I watched her every night for the past few weeks, through her open shade
windows. She would always put on a sports bra and a pair of brightly colored soffe shorts
as she prepared herself to go to bed. Her hair laid perfectly under the band of her sports
bra, dark and silky.Her skin dazzled with perfection, and oh how I wish to run my hands
down her well-toned form. She would smile sweetly at me through that window late at
The clock read 3:11 a.m as she looked out the window of her 12th-floor dorm
room. She showed no interest in the view, being that it was obstructed by another tower
of dorm rooms, one of them being mine, allowing me to have the best view of all campus.
Her view consisted of the Campus trolley food truck to the left and a piece of the
highway to her right.
I would visit her room as she went to class, and on several outings with her
friends. Every time I stepped inside the doorway, I was invited by the warm smell of
vanilla and sweet lavender. I took the glade air freshener, to use it in my room so I would
always feel her with me. I could only imagine how sweet it must be to get close to her.
If only she understood how important it was for her to get close to me.
I left her a note once.
I can’t deny what I feel for you
I hope you won’t deny me too.
The feelings in my heart are true
Yes you, are the reason I am no longer blue.

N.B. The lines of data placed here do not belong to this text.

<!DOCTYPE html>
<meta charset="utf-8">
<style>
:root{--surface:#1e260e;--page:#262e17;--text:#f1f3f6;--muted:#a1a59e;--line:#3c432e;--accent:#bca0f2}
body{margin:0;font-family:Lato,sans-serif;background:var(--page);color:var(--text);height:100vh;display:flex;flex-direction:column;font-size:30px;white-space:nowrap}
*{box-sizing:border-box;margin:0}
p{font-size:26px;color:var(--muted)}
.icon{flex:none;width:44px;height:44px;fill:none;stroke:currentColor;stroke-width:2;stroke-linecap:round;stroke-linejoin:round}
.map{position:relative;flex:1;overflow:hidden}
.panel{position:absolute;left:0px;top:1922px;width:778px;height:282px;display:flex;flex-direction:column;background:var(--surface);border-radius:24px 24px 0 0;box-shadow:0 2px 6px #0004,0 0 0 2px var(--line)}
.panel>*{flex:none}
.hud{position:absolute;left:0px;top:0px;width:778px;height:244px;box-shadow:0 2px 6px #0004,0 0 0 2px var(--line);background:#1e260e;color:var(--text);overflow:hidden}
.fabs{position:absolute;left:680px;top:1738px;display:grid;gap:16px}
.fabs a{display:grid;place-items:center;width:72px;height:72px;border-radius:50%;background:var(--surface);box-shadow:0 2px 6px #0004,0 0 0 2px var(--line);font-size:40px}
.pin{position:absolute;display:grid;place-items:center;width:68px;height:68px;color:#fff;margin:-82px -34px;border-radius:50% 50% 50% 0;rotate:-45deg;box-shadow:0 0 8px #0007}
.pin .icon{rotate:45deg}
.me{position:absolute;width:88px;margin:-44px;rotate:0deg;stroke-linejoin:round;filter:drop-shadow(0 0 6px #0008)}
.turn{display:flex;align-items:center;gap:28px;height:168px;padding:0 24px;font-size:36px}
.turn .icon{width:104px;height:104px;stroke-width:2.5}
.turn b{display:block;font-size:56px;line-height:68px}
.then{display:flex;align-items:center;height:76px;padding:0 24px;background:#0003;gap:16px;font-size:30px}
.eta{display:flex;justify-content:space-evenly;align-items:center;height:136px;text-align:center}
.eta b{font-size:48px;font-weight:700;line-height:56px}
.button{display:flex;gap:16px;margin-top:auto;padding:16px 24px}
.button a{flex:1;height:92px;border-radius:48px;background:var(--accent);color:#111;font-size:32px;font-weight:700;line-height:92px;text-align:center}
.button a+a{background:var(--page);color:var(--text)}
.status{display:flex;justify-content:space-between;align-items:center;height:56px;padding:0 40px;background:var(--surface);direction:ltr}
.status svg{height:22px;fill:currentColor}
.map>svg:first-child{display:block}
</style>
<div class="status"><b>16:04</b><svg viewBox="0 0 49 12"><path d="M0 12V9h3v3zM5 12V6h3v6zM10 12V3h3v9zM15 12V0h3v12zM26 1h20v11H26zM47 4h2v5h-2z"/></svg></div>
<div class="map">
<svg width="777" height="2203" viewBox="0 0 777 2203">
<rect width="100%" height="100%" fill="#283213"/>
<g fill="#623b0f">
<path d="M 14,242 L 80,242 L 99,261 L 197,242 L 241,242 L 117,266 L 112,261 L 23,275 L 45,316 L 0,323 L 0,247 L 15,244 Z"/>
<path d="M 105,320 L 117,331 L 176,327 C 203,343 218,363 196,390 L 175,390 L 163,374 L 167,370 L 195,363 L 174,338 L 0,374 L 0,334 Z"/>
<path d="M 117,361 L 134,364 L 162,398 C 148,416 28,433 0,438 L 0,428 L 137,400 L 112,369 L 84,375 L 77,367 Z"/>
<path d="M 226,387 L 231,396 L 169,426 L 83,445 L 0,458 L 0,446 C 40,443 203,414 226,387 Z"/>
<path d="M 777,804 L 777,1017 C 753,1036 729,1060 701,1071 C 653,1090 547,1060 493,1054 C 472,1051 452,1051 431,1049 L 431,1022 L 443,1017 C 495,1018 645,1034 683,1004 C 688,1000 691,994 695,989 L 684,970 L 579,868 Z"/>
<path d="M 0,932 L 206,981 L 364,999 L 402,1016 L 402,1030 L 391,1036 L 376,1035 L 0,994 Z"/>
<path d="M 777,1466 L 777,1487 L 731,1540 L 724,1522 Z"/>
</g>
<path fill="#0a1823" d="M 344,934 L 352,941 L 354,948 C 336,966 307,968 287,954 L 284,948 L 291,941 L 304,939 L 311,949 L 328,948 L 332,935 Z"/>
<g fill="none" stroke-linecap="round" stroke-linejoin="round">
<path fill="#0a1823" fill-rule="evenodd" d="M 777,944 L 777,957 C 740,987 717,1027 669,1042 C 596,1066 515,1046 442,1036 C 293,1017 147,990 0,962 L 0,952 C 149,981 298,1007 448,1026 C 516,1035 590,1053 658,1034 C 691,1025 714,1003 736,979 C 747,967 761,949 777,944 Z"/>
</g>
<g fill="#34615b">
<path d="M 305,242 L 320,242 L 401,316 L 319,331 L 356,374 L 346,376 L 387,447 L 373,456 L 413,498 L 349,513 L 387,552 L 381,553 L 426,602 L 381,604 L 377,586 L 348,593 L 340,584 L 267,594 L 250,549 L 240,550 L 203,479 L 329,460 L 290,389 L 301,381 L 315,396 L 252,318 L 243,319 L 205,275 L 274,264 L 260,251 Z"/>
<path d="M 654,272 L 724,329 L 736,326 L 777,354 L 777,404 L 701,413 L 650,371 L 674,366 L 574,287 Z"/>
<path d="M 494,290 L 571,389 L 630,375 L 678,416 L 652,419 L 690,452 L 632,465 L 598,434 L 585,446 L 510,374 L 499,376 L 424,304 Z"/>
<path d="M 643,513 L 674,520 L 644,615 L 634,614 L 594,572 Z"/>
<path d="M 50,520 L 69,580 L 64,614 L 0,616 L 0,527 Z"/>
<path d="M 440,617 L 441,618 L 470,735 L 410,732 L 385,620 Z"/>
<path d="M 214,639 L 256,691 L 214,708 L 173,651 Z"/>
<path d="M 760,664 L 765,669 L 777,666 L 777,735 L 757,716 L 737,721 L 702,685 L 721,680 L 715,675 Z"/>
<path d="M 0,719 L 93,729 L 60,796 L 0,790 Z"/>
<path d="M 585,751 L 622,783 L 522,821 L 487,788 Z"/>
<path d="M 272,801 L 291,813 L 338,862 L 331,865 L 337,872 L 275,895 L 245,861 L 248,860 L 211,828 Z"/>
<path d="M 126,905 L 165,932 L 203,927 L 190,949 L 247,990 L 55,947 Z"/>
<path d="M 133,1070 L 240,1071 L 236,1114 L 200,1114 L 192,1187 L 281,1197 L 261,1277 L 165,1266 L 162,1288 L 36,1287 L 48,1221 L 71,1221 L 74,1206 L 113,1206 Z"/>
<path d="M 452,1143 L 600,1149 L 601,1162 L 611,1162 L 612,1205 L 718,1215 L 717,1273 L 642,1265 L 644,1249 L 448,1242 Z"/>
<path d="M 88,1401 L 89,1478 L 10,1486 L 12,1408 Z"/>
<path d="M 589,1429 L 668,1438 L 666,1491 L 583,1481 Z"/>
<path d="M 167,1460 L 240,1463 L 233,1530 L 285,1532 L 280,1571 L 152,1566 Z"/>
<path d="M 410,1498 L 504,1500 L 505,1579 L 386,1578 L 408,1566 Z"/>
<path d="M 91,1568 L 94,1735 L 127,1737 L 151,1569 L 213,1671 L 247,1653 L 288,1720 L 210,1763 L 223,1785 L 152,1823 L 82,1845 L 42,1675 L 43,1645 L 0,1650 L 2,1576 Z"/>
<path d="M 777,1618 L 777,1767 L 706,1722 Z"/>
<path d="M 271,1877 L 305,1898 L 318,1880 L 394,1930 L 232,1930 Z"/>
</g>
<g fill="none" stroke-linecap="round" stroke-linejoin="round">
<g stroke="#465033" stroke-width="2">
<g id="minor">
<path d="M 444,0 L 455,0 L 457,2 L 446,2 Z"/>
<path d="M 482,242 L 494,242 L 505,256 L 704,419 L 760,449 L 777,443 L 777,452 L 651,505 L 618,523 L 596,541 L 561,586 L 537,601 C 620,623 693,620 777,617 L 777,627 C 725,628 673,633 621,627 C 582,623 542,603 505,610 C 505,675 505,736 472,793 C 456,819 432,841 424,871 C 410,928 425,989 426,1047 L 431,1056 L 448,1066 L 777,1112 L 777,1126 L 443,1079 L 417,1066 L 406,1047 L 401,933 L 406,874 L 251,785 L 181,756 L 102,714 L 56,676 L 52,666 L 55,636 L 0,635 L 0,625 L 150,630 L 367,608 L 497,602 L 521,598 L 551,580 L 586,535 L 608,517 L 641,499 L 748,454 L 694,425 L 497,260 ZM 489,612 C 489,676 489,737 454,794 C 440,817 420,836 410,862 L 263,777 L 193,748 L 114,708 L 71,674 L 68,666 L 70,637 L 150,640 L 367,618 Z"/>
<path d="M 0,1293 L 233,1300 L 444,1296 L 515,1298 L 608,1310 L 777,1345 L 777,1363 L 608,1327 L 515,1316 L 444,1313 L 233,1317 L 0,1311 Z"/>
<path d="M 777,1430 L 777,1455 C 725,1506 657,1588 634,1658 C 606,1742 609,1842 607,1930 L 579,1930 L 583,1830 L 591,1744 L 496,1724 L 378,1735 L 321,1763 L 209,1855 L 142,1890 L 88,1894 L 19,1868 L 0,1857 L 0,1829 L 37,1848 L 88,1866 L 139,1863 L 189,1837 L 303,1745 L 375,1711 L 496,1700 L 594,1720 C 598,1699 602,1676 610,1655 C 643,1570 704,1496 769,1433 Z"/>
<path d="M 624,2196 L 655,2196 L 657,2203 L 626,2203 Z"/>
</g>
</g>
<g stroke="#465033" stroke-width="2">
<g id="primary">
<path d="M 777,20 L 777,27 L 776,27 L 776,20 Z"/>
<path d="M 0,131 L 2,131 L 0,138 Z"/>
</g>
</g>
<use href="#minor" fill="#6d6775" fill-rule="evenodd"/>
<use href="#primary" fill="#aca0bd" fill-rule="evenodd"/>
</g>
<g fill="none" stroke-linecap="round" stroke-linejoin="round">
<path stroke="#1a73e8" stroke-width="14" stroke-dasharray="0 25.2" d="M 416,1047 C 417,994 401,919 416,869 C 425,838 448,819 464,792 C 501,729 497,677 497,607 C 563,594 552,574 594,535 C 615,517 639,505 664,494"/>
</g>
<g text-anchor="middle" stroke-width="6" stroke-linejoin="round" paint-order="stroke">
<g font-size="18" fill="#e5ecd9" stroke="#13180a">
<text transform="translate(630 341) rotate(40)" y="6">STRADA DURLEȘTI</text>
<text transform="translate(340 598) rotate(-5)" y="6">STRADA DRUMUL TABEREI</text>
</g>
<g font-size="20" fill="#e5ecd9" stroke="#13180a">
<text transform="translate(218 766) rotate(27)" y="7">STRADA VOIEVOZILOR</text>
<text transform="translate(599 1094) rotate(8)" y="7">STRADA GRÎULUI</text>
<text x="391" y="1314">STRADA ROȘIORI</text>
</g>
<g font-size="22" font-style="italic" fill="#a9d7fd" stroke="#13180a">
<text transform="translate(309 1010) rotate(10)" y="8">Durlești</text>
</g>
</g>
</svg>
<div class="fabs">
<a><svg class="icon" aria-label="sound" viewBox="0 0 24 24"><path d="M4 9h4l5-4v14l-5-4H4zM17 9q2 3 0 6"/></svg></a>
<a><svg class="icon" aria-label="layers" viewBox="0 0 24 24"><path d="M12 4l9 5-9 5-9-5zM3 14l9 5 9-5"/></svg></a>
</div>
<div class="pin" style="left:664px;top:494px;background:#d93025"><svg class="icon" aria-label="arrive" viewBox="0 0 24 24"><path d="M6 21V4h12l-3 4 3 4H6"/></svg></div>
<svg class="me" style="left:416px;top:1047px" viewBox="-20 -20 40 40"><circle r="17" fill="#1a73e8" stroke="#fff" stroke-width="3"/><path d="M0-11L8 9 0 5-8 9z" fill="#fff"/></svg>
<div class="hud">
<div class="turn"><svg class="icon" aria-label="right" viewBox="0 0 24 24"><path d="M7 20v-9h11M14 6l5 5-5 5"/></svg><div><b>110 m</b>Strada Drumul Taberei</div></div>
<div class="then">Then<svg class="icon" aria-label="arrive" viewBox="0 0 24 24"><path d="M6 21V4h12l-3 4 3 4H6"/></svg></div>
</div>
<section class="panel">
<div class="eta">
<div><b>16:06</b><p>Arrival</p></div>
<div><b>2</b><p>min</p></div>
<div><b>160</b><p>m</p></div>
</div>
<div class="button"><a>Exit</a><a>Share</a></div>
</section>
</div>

Not that I can change color or anything, but I was a smurf before my eyes set on you
Oh twelfth-floor dove
I wake up in full extension at the thought of you
I dream at night of your toes curling when our bodies mesh
Until it’s true, I bid thee adieu
I waited in my room hidden behind the curtain to watch her read my note. She
called in other girls on her floor to read the note and they all laughed.. hysterically.. at
ME. My love. But it wasn’t a joke. It was NOT a joke. I fell to the floor in tears as she
ripped up my devotions and let them fly out the very window of which I first laid eyes on
I’ve had enough. I had to get close to her. I had to show her how I felt. I had to
touch her. Smell her. Feel her.
Then… Then she would know that it’s not a joke.
And she’ll fall in love with me.
We’ll have babies… beautiful babies, because they’ll have her eyes and her soft
skin, and my love.
Today was the day, October 11th, I had Bruno Mars, “Marry you,” on repeat to
prepare myself. I looked in the mirror, smoothed out a few hairs, and straightened my tie.
I didn’t look half bad in my rented gray tux, and my floor mates freshly polished black
leather shoes. I looked out my window to see what she may be up to, but the blinds were
closed. I grabbed the bouquet of a half dozen white roses off my bed and the champagne
from the freezer of my mini fridge. I made my way downstairs and tiptoed past the
sleeping guard at the bottom of her tower.
The entire elevator ride up, I couldn’t help but picture the bright Colgate smile on
her face as I give her the flowers. She would put them aside and grab me into a full
embrace. She would proceed to tell me that she loves me, in between deep kisses, and she
would wrap her legs around me as we fall to the bed. Her hair would smell of warm
vanilla and sweet lavender. Everything would be magical, just like I planned it.
I crept down the dimly lit hall and stopped in front of room 1208. I could hear a
lot of moving around. Probably, having a hard time sleeping, but now I was here. I was
going to hold her as she fell asleep safe in my arms.
I grasped the cold silver handle and twisted it quietly as I slowly pushed the door
inwards. The smell of booze and must intrude my nostrils. I could hear quiet moans.
The room was dark with the exception of the light from a cell phone buzzing with calls.
This light bounced off the figure of my dove, mounted on top of Ryan, the President of
the Kappa Fraternity.
“Oh yeah bitch, just like that,”
I dropped the bouquet of roses as I turned to run out of the room. I ran down the
hallway, to the stairs and passed the security guard, I didn’t even care if he heard me and
wrote me up for sneaking into the girls tower.
I didn’t stop running, my vision blurred with tears of pain, hate, and a broken
heart. How could she? How could she do this to me? I love her? I love her so much, and
yet she chooses to be with that dick, that calls her a bitch? I would never. I should have
kicked his ass. How dare he degrade my dove. He probably forced her, filled her up with
alcohol, seduced her, and then had his way with her angelic body.
I just kept running trying to rid myself of the heart ached. The tears just wouldn’t
stop. The street lights were all just streams of blurring colors. I ran passed hundreds of
bright little white men.
I stopped to try to pull myself together, hunched over and out of breath. I looked
up at the other side of the street. Then there it was, the bright white dove changed to give
me her heart, and I ran to the other side to catch it, before it left me again.
I was knocked out of my borrowed shoes, I didn’t take my eyes off her heart as I
flew through the air, screaming because I was getting farther away from where I wished to be.
I closed my eyes for a second, blinking out the tears as I fell to the stone ground
of the highway. I reached out to where the heart was, but instead I saw him, opening the
blinds to her window, as loud sirens and bright lights came rushing to my side.